North’s businesses ‘extremely frustrated’ by Brexit vote delay
May had received strong support from NI business community for her Brexit deal
Students from anti-Brexit protest group outside Stormont in Belfast. Photograph: Clodagh Kilcoyne/Reuters
Theresa May had received strong support from the North’s business community for her Brexit deal but many were clearly disheartened and concerned by her decision on Monday to defer the vote because of what she said were “clear concerns” among British MPs about the backstop agreement.
Ann McGregor, chief executive of Northern Ireland Chamber of Commerce and Industry, said the decision to delay the vote was “yet another delay” for businesses who were dealing with “real-world” issues, particularly currency challenges.
“Businesses are clear that time is rapidly running out. With just over 100 days to go until March 29th, many are already enacting contingency plans in the absence of clarity from Westminster.
“Earlier this year 37 per cent of NI Chamber members told us that they are already scaling down/freezing growth plans because of Brexit. Even basic business planning for next year has become difficult, if not impossible, for many firms and their investors.”
Mrs May’s decision to park the vote so late in the day has, according to Aodhán Connolly, director of the Northern Ireland Retail Consortium, only added to the heightened concerns shared by many businesses.
“It is imperative to retailers in Northern Ireland that they get clarity about their future trading relationship with our neighbours. A no-deal outcome would result in higher costs, harming consumers in Northern Ireland who already suffer from having half the discretionary spending power of those in the rest of the UK.

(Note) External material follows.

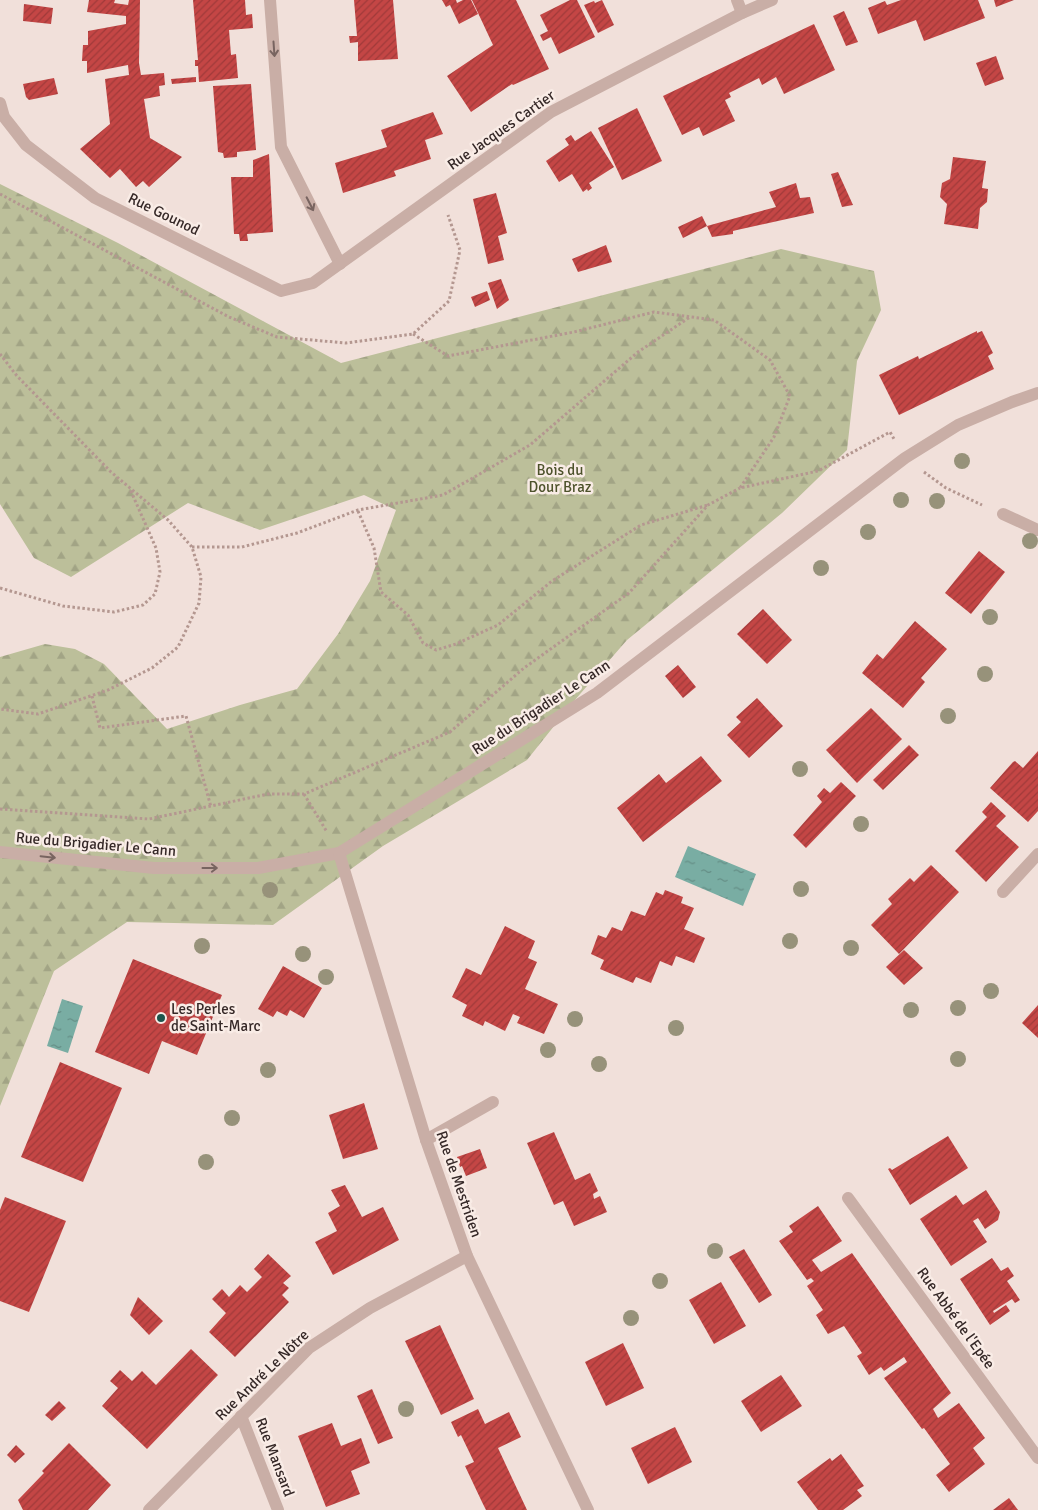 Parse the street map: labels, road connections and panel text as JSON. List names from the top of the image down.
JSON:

“Parliament must urgently find a workable proposal to avoid a cliff-edge no-deal scenario. The Brexit clock is ticking loudly,” he warned.

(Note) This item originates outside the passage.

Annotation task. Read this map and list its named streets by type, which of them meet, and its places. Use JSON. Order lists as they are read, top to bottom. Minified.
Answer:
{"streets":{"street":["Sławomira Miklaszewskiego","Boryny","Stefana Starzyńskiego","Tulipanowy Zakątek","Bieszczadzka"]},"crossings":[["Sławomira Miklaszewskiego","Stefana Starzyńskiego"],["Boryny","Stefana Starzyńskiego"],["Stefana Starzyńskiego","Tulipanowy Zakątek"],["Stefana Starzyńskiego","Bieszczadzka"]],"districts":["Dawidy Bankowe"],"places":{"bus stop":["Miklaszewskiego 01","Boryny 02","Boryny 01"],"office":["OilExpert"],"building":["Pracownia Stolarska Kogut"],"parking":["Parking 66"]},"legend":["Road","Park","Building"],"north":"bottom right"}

One of the North’s largest business bodies, Manufacturing NI, said it was already dealing with calls from worried and angry members about what the delay to the vote might mean for them.
“The country is clearly divided, parliament even more so. Yet apart from the withdrawal agreement, nothing else is real. If a better deal is available, it has yet to be articulated never mind negotiated, and we have no idea if it is practical and workable for businesses who have to pay wages this Friday and every beyond March 29th, 2019.
“We need a deal and we need it now so we can avoid a disastrous no-deal outcome,” the industry body warned.
From Newry to Poland
Meanwhile, as the crisis unfolded at Westminster, Newry-headquartered group MJM confirmed its plans on Monday to “establish a presence” in Poland.
The MJM group, which is a major marine outfitter and one of the North’s leading export firms, intends to expand its operations to Pruszcz Gdanski.
MJM said its new location would support key activities and projects at the company’s headquarters in Northern Ireland.
Gary Annett, MJM Group chief executive, said the Newry group has had a “long and proud association with Poland”.
“Many of our employees in Northern Ireland are originally from Poland, and we have very strong Polish supply chain.
“Opening a branch in Poland is part of our global expansion plans and a reflection of our commitment to attracting a talented pool of people and a robust supply chain from Poland and other EU countries.
“As the UK continues to navigate its way through the Brexit negotiations, it is prudent for MJM Group to expand our global reach to ensure we have the resources to continue to grow as a leader in the global marine outfitting market,” he said.
The mayor of Pruszcz Gdanski, Janusz Wróbel, has welcomed the Northern Ireland company’s decision to establish a base in Poland.
“We are pleased that MJM Group, a company which has been linked to the Pomeranian region for more than 10 years through its support of our local supply chain, has now decided to establish a permanent office in our city. We wish MJM Group every success here in Poland and in their global operations,” the mayor said.